**What this task involves**
Each line of the records that holds the word "ADMIRALSTRASSE" should be copied out.

**Data supplied**
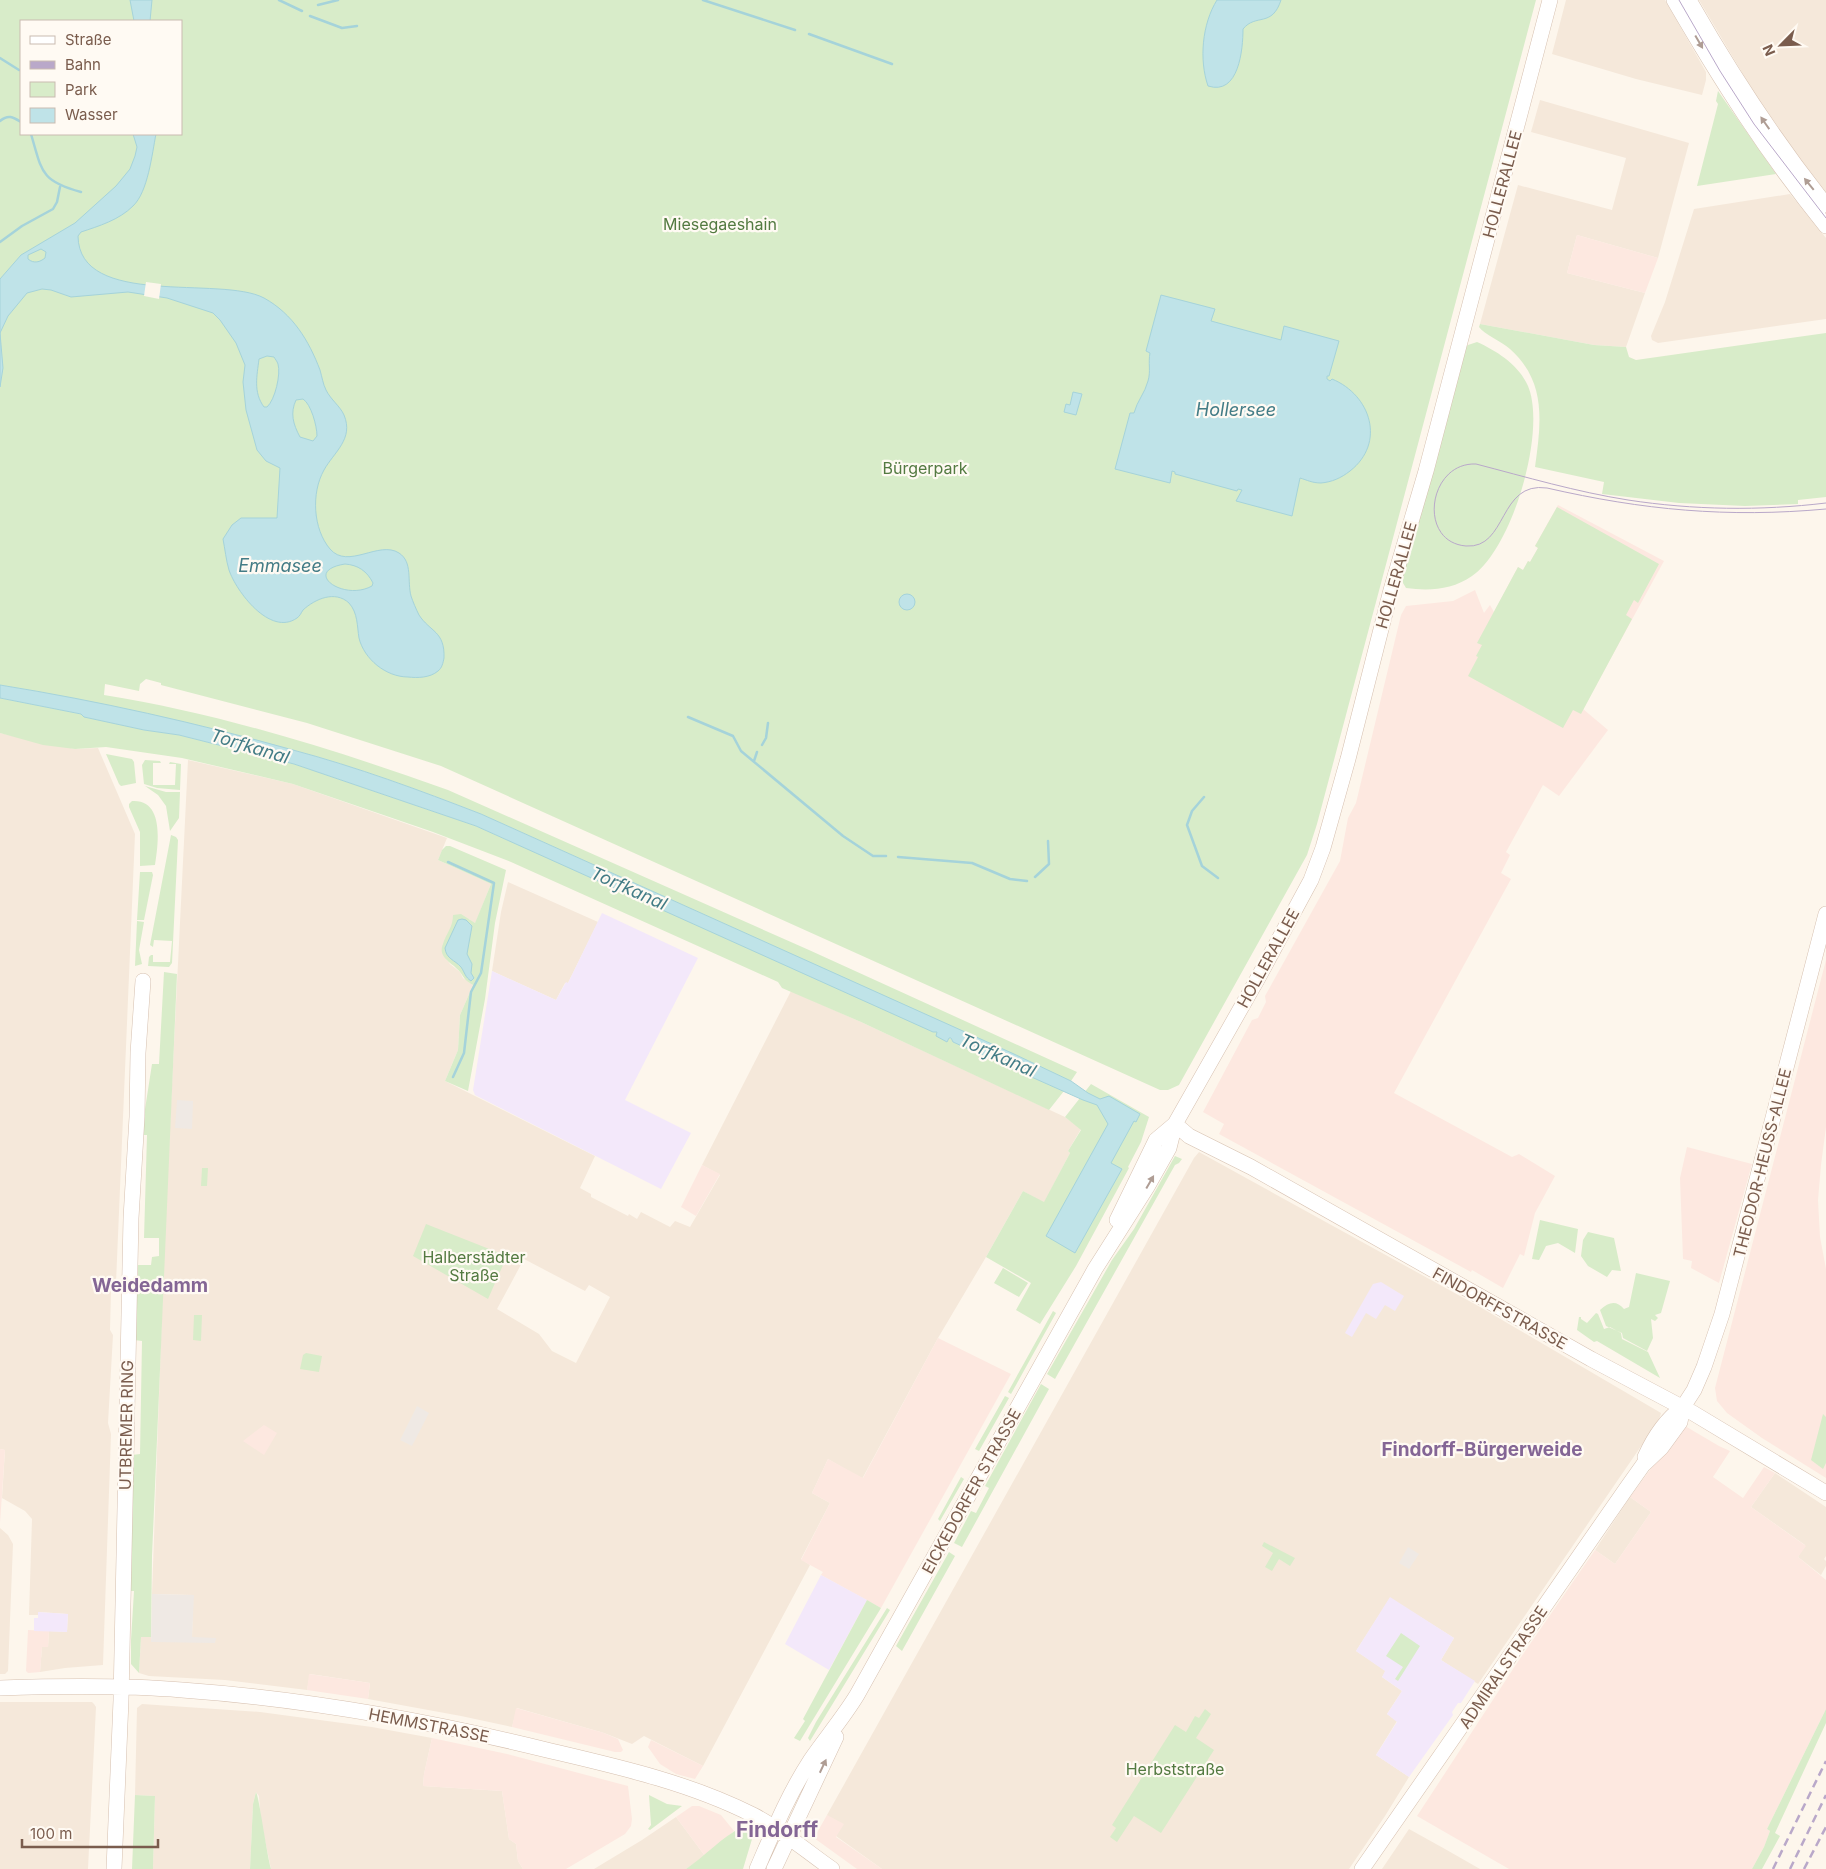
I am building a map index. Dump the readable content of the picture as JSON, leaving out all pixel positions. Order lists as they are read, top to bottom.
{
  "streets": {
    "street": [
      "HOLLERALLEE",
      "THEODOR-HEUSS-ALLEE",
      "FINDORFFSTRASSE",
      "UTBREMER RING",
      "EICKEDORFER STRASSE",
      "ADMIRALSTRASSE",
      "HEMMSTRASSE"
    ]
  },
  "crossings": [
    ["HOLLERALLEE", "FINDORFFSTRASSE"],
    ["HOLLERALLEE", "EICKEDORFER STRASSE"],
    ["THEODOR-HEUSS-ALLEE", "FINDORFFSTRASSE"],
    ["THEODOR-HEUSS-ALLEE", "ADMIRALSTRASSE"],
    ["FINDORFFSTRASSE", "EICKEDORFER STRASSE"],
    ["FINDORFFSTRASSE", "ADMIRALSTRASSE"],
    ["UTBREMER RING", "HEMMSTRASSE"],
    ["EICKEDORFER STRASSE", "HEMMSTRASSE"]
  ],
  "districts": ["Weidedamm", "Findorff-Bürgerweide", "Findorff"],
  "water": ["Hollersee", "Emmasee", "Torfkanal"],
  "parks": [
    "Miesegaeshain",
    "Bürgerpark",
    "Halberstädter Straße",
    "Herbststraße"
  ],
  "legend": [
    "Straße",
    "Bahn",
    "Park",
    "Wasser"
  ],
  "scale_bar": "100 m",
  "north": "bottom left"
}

**Output of the task**
      "ADMIRALSTRASSE",
    ["THEODOR-HEUSS-ALLEE", "ADMIRALSTRASSE"],
    ["FINDORFFSTRASSE", "ADMIRALSTRASSE"],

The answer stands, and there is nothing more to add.